Il filone genovese è stato archiviato a gennaio di quest’anno dal gip di Genova Franca Maria Borzone, che ha accolto la richiesta di archiviazione della Procura, pur ammettendo “carenze” nella prima delle due indagini della Procura di Siena relative al caso Rossi. Inoltre, negli atti che hanno motivato l’archiviazione, il gip ha definito come “attendibile” l’ex escort che ha testimoniato dei presunti festini a base di droga.
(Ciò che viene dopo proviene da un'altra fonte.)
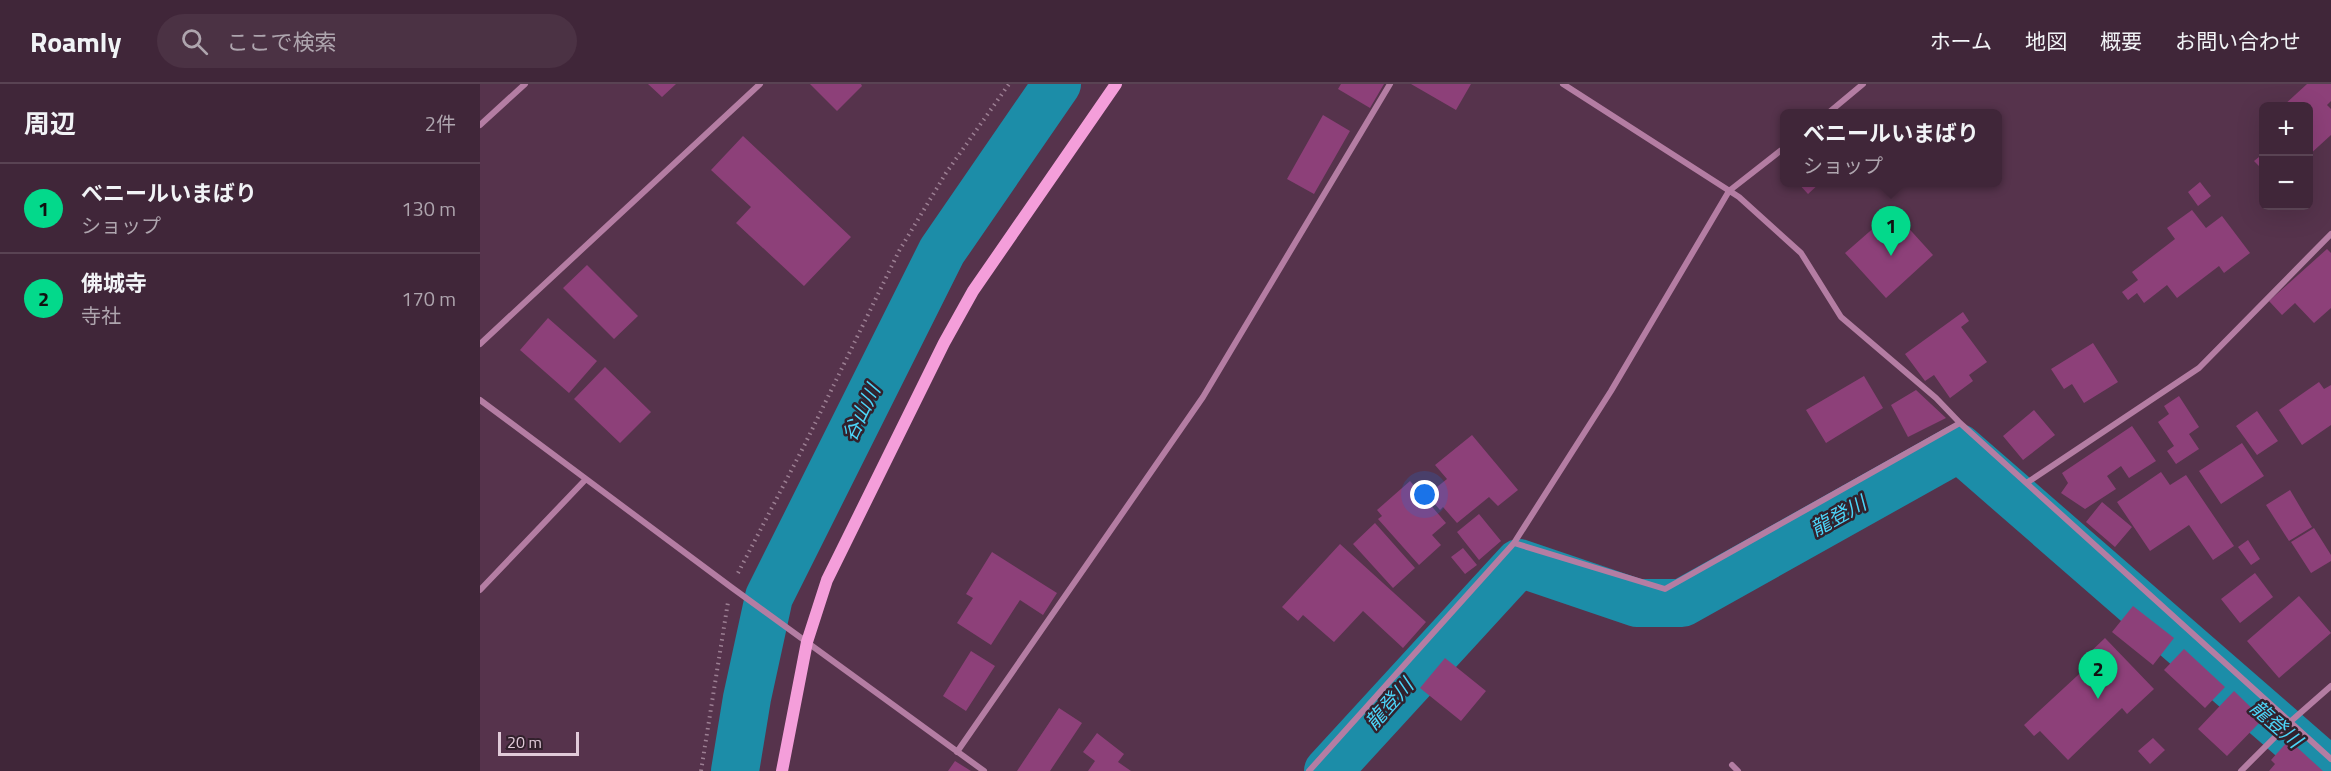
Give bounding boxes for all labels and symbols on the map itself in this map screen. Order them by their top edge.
pin: 1 [1872,206,1910,256]
water label: 谷山川 [833,377,889,447]
your location [1410,480,1439,509]
water label: 龍登川 [1804,486,1873,544]
pin: 2 [2078,650,2118,699]
water label: 龍登川 [1357,670,1422,736]
water label: 龍登川 [2244,692,2311,756]
scale bar [498,729,579,756]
E’ possibile che l’audizione di giovedì da parte della commissione verta anche su questi argomenti, come del resto è plausibile che i venti parlamentari si informino su eventuali altri filoni d’inchiesta ancora aperti, così come a Siena, dove esiste ancora un fascicolo “modello 45”, cioè al momento senza indagati e senza notizie di reato, affidato dal procuratore Vitello ai due pm Siro De Flammineis e Nicolò Ludovici.

 

 

“Nell’esaminare le indagini preliminari sulla morte di Rossi – ha scritto il gip di Genova nell’archiviazione del filone “escort e festini” e in relazione alla prima indagine, - pur ritenendole caratterizzate da alcune carenze, hanno evidenziato come non sia affatto possibile trarre gli elementi costitutivi del reato abuso d’ufficio (da parte dei magistrati che hanno indagato sul caso, ndr) né tantomeno il dolo intenzionale”. Le settimane successive saranno ascoltati i giornalisti Davide Vecchi (oggi direttore del Gruppo Corriere, all’epoca inviato de Il Fatto Quotidiano e autore del libro “Il Caso David Rossi”, che sarà ascoltato il 15 luglio), Marco Occhipinti e Antonino Monteleone (autore e giornalista delle Iene, la cui audizione è per il 22 luglio) e Paolo Mondiani (di Report, testimonianza fissata il 29 luglio).